▸ GOAL OF THE EXERCISE: Write out exactly, with no other output, the lines below from the one that contains "6 2 6-2v14l-6" through the end.
:::::
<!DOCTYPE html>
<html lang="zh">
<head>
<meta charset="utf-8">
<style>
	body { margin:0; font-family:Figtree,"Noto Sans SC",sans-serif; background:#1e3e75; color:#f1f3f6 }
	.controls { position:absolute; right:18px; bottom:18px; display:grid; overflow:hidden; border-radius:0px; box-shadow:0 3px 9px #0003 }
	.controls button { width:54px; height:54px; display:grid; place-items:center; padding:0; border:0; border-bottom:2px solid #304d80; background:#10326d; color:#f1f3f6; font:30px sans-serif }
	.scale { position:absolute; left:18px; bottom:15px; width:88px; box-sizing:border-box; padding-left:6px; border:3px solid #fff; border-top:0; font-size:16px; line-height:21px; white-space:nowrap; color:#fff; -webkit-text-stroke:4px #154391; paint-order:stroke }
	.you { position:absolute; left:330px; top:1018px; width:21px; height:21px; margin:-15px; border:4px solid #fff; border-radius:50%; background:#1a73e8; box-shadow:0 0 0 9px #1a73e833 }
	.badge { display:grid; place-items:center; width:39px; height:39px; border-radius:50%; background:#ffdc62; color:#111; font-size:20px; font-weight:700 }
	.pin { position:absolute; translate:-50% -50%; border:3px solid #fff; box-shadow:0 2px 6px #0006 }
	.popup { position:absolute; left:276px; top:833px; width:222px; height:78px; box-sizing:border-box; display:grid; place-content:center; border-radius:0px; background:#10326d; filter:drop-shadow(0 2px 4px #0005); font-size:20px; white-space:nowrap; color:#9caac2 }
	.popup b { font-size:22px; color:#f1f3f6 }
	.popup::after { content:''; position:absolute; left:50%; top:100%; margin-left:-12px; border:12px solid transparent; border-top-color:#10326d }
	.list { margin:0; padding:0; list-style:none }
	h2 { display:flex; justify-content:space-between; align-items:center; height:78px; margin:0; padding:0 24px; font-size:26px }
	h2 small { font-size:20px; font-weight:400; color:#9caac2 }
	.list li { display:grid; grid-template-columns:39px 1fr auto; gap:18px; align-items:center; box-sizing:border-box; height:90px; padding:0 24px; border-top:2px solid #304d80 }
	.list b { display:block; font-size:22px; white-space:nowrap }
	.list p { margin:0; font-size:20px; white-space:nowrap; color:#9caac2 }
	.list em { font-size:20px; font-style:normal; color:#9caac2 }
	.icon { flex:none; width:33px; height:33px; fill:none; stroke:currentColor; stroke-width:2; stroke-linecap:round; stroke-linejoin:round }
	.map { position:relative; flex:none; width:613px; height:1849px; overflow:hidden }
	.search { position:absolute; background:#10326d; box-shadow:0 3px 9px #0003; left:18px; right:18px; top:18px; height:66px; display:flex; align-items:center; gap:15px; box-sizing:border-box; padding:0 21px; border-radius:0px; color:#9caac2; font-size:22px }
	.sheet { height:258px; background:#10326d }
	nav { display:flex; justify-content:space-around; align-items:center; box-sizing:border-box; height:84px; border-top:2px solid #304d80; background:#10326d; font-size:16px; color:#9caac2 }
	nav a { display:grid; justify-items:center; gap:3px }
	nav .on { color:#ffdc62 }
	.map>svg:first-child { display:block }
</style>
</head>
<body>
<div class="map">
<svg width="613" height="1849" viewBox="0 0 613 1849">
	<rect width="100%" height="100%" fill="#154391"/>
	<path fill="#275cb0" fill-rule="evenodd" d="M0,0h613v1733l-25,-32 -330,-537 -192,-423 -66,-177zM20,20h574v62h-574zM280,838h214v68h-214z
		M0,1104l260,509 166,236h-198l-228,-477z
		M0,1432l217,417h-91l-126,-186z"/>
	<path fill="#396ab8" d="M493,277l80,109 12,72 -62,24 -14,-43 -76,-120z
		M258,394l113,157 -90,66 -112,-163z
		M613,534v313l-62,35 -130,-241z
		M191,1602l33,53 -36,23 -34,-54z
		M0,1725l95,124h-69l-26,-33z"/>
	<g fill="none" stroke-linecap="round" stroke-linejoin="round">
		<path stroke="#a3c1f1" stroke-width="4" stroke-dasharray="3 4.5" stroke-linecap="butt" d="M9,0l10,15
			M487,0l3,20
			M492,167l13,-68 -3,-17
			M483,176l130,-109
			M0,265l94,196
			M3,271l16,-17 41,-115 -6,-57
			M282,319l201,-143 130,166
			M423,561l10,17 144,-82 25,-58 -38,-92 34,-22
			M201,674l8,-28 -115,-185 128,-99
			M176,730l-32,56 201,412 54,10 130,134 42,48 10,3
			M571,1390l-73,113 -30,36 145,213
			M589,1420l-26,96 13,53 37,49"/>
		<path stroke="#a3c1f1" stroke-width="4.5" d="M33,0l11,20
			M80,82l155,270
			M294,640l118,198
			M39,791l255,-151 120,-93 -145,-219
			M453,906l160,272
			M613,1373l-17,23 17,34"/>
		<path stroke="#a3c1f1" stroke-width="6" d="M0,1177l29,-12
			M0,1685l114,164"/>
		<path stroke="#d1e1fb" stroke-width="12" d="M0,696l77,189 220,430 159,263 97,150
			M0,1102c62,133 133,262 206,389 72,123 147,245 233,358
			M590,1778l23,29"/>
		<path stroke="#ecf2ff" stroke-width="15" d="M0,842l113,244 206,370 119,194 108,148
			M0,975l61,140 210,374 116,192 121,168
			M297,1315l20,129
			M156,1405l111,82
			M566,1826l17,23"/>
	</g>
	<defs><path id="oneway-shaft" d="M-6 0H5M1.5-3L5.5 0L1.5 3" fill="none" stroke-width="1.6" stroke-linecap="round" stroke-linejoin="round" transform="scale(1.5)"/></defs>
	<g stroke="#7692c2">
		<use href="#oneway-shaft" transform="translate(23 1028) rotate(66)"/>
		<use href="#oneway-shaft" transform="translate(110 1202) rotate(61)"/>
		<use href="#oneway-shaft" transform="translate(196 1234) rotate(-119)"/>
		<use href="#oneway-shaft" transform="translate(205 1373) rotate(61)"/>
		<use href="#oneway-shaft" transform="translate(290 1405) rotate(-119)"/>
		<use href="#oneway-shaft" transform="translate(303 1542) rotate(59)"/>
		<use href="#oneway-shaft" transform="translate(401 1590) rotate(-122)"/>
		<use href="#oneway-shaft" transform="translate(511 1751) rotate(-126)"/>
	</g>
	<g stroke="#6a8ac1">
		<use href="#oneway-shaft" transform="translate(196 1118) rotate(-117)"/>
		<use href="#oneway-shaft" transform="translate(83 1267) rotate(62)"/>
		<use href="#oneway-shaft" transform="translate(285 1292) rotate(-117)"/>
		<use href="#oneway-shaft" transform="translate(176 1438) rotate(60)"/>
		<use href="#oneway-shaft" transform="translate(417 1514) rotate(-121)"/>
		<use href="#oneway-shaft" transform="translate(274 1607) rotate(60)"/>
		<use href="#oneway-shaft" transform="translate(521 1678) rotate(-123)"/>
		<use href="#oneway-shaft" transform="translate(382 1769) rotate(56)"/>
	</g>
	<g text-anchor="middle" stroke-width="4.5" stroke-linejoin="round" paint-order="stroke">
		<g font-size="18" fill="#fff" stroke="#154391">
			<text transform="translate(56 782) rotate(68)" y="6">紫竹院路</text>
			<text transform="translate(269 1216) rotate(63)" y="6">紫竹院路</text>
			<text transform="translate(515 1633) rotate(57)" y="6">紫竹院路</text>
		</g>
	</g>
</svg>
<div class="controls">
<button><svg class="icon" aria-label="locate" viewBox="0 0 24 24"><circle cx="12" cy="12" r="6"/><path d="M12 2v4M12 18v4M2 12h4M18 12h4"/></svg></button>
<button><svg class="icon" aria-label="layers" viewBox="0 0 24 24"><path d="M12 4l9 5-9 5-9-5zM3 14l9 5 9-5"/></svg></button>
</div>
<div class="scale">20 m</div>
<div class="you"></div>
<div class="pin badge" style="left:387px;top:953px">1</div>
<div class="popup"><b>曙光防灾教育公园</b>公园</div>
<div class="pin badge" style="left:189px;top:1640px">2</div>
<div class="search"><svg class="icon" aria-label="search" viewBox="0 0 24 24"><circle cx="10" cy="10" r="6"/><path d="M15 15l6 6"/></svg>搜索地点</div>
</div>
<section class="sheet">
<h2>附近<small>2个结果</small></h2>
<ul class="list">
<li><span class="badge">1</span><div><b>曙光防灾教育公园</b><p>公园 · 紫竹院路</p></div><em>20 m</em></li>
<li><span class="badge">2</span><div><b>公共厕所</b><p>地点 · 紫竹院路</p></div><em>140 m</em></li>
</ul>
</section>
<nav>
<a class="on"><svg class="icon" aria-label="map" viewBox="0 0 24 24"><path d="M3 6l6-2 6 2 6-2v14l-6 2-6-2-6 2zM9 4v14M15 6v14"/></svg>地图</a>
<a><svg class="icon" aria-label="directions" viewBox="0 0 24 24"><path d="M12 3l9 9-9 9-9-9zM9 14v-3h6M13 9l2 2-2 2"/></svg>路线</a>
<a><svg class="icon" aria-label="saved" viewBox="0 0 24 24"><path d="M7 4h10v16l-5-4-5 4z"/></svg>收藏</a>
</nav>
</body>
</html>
:::::
▸ TASK RESULT:
<a class="on"><svg class="icon" aria-label="map" viewBox="0 0 24 24"><path d="M3 6l6-2 6 2 6-2v14l-6 2-6-2-6 2zM9 4v14M15 6v14"/></svg>地图</a>
<a><svg class="icon" aria-label="directions" viewBox="0 0 24 24"><path d="M12 3l9 9-9 9-9-9zM9 14v-3h6M13 9l2 2-2 2"/></svg>路线</a>
<a><svg class="icon" aria-label="saved" viewBox="0 0 24 24"><path d="M7 4h10v16l-5-4-5 4z"/></svg>收藏</a>
</nav>
</body>
</html>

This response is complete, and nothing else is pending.